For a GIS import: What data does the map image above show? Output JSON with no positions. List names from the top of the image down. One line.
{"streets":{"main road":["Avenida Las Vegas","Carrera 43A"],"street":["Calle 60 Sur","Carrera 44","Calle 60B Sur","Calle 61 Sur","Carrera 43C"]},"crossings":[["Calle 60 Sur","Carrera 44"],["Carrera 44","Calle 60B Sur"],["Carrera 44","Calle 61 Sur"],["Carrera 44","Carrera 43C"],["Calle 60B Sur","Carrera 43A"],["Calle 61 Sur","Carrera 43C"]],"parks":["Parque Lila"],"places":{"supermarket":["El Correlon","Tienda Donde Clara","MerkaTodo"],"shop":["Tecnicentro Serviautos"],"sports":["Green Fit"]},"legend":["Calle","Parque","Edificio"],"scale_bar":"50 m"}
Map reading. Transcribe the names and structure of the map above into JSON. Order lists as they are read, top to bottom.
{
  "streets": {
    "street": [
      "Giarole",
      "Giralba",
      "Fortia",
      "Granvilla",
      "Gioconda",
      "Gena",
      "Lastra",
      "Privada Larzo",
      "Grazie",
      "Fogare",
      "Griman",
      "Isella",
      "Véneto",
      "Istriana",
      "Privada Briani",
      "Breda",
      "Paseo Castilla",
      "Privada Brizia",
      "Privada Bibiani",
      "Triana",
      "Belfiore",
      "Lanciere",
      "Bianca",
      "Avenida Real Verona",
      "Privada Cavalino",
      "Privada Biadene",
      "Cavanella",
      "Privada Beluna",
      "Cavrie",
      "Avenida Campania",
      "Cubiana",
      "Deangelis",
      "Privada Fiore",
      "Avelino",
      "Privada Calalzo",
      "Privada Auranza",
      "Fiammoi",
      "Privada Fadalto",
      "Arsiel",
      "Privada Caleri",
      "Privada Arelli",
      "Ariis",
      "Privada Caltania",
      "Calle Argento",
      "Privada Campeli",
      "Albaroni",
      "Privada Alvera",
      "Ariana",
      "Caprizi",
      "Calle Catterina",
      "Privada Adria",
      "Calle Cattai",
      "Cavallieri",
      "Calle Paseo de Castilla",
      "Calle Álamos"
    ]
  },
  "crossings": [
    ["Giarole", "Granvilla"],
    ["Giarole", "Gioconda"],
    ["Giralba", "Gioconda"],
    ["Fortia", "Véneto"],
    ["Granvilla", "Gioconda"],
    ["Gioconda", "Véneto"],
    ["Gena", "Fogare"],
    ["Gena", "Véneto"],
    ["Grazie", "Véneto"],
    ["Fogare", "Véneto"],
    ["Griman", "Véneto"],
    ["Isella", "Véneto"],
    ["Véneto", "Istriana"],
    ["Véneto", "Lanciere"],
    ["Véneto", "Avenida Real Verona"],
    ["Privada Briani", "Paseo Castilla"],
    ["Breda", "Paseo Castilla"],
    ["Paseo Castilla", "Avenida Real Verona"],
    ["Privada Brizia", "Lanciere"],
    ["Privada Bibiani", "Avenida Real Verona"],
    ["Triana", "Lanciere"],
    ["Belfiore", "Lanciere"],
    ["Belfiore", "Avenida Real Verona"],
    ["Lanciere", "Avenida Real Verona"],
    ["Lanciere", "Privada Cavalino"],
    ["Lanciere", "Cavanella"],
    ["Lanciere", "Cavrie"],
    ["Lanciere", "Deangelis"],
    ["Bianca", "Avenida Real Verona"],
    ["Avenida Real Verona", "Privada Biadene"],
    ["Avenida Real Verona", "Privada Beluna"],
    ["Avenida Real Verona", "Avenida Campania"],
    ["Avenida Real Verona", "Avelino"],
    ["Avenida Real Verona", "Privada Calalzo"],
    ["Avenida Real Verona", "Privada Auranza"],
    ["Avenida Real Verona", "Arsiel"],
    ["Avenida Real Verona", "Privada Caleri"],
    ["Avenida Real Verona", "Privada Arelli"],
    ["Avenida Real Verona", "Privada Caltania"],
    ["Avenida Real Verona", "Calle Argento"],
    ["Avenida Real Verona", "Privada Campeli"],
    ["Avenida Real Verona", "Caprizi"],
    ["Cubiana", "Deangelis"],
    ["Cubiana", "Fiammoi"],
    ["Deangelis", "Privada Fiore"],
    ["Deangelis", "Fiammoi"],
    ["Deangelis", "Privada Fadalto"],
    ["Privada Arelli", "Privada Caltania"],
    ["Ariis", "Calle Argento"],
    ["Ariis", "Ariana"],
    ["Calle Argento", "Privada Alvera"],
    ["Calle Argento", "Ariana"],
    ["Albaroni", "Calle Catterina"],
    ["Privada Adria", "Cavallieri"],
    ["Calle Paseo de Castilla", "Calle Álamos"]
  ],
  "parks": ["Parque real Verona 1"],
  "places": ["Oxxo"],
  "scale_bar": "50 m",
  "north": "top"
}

————

» **EXERCISE DESCRIPTION**
From the entries, report every line in which the string "Cubiana" occurs.

» **COMPLETED TASK**
      "Cubiana",
    ["Cubiana", "Deangelis"],
    ["Cubiana", "Fiammoi"],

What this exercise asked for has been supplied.